My mom was a bread baker.
So was my step-dad. His family owned a bakery.
So it is natural that I am a baker too.
Besides, I worked in a bakery when I was in high school.
“Life is too short to eat factory-baked bread.” Doris Janzen Longacre, author of “More with Less Cookbook” once offered. I didn’t know the lady, but I’ve always felt a close kinship.
Bread was once referred to as the “staff of life.” Not sure how long one would survive on a diet of “factory-baked” bread, but the real stuff is pretty good.
Mill the flour, mix the dough with just the tight amount of molasses, salt, yeast maybe some seeds or nuts, raisins or cinnamon. Formulas have huge differences, yet all include the basics.
Mix it, kneed it, proof it, divide it, proof it again and bake it. That is pretty much the way it has been done for hundreds of years.

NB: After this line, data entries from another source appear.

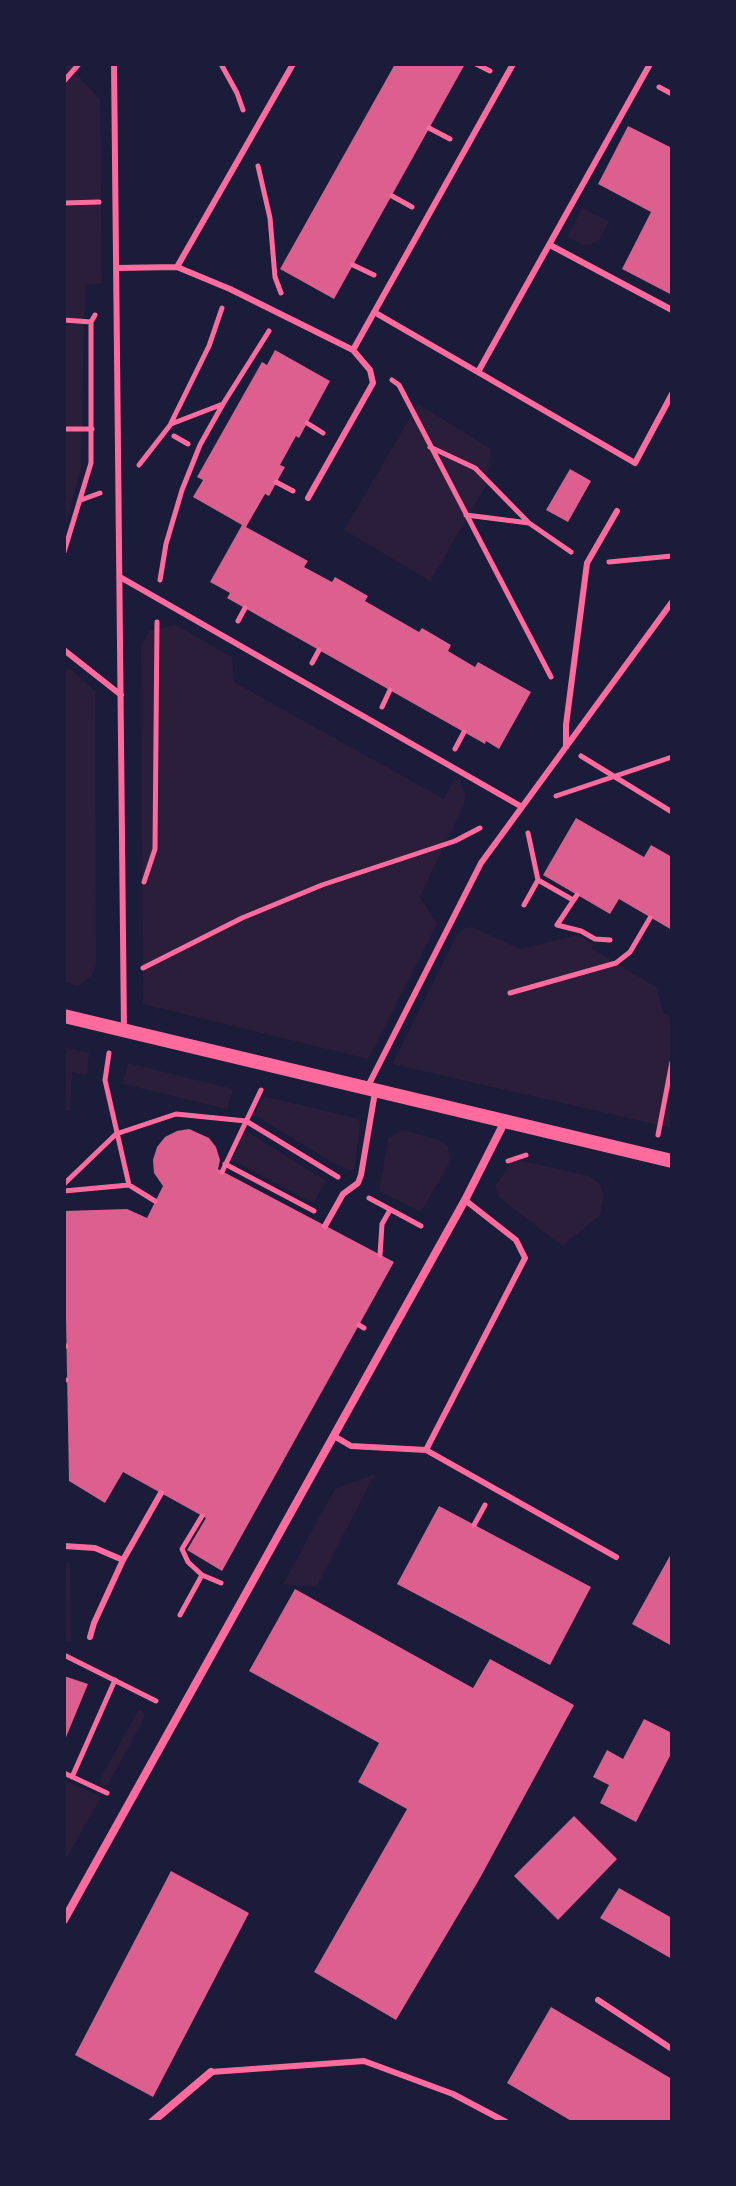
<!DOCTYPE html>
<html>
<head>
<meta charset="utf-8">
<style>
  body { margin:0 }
  #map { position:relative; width:736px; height:2186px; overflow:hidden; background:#1b1b3a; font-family:"PT Sans Narrow",sans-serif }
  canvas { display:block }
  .frame { position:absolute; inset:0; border:66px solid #1b1b3a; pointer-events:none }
</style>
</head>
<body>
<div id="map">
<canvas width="736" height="2186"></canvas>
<div class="frame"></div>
</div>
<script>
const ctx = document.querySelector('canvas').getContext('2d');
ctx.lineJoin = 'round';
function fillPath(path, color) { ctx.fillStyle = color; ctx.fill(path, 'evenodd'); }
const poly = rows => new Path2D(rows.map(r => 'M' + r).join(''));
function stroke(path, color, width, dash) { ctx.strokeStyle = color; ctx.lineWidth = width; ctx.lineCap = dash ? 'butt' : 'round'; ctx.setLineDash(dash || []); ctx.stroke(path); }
const green = poly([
  [64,64,73,64,74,71,100,100,102,283,85,285,81,468,64,531],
  [582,208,609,221,599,240,592,244,584,245,567,237],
  [418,404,491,449,486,486,430,581,344,530],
  [176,625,232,657,234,682,444,799,455,778,460,780,465,796,464,804,420,897,437,924,368,1059,143,1004,141,645,149,631],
  [64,668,73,671,95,691,96,965,91,976,78,986,64,982],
  [472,927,520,949,578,935,593,944,591,948,656,987,663,1013,672,1018,672,1128,392,1064,456,936,463,929],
  [64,1047,89,1053,87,1075,72,1072,70,1111,64,1112],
  [128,1063,233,1089,227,1109,123,1084],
  [263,1096,359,1119,360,1127,354,1170,351,1171,335,1164,254,1115],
  [402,1130,443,1141,448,1148,450,1158,447,1167,421,1212,379,1191,388,1139],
  [246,1131,326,1181,313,1203,232,1160],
  [514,1159,589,1176,599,1183,604,1194,600,1215,562,1246,499,1197,495,1186],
  [375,1474,316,1587,283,1584,335,1489],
  [64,1563,70,1563,71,1643,64,1639],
  [138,1710,143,1711,145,1716,108,1785,102,1786,100,1780],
  [64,1780,101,1797,64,1863]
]);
const building = poly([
  [395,64,465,64,334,299,280,269],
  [628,126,672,148,672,295,622,269,651,212,598,184],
  [275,350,330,381,299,438,296,436,280,465,285,467,269,496,265,494,246,527,308,561,304,567,332,582,335,577,368,596,365,601,419,632,422,628,451,645,448,651,475,667,478,662,531,692,499,749,486,741,485,744,227,598,230,593,210,582,242,525,193,497,203,480,197,477,262,362,267,365],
  [570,469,591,481,568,522,546,510],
  [576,818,644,857,651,845,672,857,672,930,619,899,610,914,543,875],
  [189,1129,209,1138,216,1147,220,1160,218,1169,394,1262,222,1571,187,1550,206,1518,123,1472,105,1503,69,1481,64,1211,127,1209,147,1218,163,1186,154,1173,153,1160,157,1147,165,1137,177,1131],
  [439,1506,591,1587,550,1665,397,1584],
  [672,1552,672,1646,632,1624],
  [295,1589,473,1688,490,1659,574,1705,480,1878,396,2020,314,1972,407,1809,358,1782,379,1743,249,1671],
  [64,1676,88,1684,64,1742],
  [644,1719,672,1733,672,1752,636,1822,600,1803,609,1785,593,1777,607,1750,623,1759],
  [574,1816,617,1859,558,1920,514,1876],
  [171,1871,249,1913,153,2097,75,2055],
  [619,1888,672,1918,672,1959,600,1918],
  [551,2007,672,2079,672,2122,573,2122,507,2083]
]);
const path = poly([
  [221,64,237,93,243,110],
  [476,64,490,71],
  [64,81,79,64],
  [659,87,672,94],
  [429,128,450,139],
  [258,166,270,218,275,277,281,293],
  [392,196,412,207],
  [64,203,99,202],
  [353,265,374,275],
  [64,320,91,322],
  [392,380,399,385,551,677],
  [171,423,209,346,222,308],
  [307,423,323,433],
  [64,429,92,429],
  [174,436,188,444],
  [430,447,475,468,528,522],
  [139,465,171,424,223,404,269,331],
  [276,482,293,491],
  [81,500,100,493],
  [466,515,529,523,571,552],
  [64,552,91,463,91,322,95,315],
  [609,562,672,556],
  [160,580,166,544,182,490,200,445,223,404],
  [238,621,245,608],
  [312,663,319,650],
  [382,707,390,690],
  [455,749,464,732],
  [581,756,672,812],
  [556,796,672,757],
  [538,880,573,900],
  [144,882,155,849,157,622],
  [577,895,557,925,581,931,595,939,610,940],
  [524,905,538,880,528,833],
  [143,968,242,918,322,885,455,841,480,828],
  [510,993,616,963,630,952,650,918],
  [109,1053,105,1080,129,1185,155,1201],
  [658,1135,672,1062],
  [508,1161,526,1155],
  [225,1164,314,1211],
  [222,1172,261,1090],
  [64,1184,116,1134,176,1114,246,1121,338,1177],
  [64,1191,129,1185],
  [369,1198,421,1226],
  [380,1255,382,1224,390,1210],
  [359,1325,364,1328],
  [64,1347,66,1346],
  [64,1380,66,1380],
  [202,1516,182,1549,188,1562,202,1575,221,1583],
  [474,1525,485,1505],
  [180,1615,202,1575],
  [64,1655,156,1701],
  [64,1773,107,1793],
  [72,1777,115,1680]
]);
const service = poly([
  [114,64,124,1031],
  [550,245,672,310],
  [177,267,293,64],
  [116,268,177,267,230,289,353,350,370,370,373,383,308,498],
  [374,312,635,463,672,394],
  [353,350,513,64],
  [478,372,650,64],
  [120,577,522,807],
  [64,650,121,695],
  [566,747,566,725,587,563,617,511],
  [367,1088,481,863,672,602],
  [325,1226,343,1194,358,1183,361,1175,375,1092],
  [334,1436,351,1446,426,1450,616,1557],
  [426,1450,525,1258,516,1240,465,1200],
  [64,1546,95,1548,123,1560],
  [90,1637,94,1623,123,1560,161,1493],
  [598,2000,672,2049],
  [211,2072,364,2061,453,2094,506,2122]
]);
const minor = poly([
  [64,1920,465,1200,505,1121],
  [152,2122,211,2072]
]);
const tertiary = poly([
  [64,1016,672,1161]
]);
fillPath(green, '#2a1e3b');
fillPath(building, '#dd5f8e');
stroke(path, '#ff6b9d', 5);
stroke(service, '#ff6b9d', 6);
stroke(minor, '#ff6b9d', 8);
stroke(tertiary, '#ff6b9d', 14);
</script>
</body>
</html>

Much of our married life I have made bread, sometimes in good sized batches. My step-dad would tell of making bread in their family bakery by hand, in 25 loaf batches. Now I make three loaves at a time, and use Miriam's trusty Kitchen Aid mixer for most of the hard work.

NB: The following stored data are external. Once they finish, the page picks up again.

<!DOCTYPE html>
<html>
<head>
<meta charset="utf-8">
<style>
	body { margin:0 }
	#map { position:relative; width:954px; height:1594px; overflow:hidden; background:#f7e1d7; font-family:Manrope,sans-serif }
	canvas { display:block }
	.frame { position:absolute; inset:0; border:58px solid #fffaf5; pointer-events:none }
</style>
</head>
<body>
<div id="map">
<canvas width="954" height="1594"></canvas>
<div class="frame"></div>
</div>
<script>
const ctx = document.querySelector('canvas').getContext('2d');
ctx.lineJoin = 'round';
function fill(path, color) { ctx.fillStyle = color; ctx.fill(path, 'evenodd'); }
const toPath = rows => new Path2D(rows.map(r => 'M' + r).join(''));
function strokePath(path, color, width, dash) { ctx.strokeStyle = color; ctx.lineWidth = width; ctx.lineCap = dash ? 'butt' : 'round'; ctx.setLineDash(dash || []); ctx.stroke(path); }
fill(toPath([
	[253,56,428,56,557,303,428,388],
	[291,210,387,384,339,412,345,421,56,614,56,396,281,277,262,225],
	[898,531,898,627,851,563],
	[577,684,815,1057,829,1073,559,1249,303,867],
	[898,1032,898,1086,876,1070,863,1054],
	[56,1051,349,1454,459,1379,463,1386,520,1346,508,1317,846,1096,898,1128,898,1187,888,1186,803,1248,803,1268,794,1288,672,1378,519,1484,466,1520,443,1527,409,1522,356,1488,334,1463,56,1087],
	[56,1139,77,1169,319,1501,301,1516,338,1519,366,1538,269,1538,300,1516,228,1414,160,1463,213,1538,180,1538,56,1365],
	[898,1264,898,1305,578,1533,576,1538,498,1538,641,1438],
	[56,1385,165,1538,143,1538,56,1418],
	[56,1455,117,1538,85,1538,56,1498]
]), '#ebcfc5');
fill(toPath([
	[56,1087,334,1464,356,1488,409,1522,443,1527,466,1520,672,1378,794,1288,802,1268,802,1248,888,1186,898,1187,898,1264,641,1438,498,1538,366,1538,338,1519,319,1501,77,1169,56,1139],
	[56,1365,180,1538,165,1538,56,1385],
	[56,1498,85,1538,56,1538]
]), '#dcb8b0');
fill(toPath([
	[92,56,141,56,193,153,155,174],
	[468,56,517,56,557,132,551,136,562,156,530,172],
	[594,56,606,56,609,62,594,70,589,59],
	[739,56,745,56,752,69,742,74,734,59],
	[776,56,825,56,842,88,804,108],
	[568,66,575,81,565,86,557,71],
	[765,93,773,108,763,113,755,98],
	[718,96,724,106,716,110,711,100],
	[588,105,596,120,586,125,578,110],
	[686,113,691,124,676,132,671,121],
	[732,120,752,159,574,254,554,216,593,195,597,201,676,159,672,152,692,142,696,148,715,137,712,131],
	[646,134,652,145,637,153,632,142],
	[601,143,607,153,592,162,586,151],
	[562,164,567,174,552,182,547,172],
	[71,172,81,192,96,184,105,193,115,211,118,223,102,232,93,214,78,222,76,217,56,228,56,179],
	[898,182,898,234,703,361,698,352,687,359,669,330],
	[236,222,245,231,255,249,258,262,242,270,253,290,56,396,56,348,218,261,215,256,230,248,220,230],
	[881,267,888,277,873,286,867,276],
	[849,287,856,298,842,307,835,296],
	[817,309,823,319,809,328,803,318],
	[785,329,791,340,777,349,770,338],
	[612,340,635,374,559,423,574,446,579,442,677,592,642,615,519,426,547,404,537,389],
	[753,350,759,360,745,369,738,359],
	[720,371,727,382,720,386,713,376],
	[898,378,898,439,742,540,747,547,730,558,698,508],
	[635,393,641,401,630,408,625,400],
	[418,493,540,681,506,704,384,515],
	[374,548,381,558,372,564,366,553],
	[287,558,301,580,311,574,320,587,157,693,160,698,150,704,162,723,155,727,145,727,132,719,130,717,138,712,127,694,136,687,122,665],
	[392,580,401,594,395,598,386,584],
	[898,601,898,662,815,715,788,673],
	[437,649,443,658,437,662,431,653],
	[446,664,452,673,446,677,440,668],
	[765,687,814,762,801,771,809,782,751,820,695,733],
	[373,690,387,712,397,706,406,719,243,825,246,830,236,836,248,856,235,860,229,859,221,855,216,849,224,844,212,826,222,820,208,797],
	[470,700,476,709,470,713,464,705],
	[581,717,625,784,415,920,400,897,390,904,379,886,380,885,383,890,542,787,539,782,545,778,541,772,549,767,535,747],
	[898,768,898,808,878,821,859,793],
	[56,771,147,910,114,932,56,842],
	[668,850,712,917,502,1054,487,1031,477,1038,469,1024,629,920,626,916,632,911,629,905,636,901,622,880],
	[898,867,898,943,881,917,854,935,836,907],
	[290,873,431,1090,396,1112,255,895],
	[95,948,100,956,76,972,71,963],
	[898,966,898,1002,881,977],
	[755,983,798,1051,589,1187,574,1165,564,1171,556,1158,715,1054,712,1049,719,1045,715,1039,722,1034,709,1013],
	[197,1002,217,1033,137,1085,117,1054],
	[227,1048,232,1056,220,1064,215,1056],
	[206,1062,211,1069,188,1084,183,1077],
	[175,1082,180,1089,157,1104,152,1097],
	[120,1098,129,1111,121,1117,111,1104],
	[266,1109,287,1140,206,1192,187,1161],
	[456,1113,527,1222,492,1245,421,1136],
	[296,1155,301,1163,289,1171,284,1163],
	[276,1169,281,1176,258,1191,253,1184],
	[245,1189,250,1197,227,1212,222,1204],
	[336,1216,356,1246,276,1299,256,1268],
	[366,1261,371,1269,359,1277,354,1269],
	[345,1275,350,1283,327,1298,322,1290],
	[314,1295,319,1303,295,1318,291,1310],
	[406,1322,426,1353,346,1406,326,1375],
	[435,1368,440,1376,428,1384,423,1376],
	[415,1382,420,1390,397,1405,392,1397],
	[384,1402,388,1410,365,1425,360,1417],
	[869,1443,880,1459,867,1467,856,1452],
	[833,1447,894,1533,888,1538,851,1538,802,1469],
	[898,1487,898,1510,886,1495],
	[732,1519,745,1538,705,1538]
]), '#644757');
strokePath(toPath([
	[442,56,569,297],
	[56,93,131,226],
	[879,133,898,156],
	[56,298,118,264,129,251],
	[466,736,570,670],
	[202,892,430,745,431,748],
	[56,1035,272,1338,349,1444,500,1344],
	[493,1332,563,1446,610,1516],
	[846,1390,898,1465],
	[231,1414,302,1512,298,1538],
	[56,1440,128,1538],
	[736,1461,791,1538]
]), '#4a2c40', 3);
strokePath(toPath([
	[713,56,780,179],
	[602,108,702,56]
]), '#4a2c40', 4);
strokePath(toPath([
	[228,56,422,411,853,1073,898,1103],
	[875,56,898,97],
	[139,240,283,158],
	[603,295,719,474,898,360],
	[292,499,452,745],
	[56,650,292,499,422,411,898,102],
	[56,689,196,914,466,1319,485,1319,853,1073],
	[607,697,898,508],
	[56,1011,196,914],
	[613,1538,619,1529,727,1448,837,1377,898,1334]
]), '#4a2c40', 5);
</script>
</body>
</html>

Even with the Kitchen Aid, I usually finish by hand kneading. Kneading bread gives one a special relationship with bread.
In my life, it really is the stuff of life.
Gratitude #83 - Sweet Biddies!
11 years ago
4 comments:
Home made bread sounds so wonderful - especially on a chilly day. I have never learned how to make it, but would love to some day.
Betsy, I can have fresh bread out of the oven in two hours, with maybe 20 or 30 minutes of actual work. It is not that hard!
To bad that skill was not passed down to your granddaughter... hehe If I was there I am sure my grandpa would teach me how to make bread. It would be really grand.
There is nothing more soothing than the smell of baking bread. Yummy!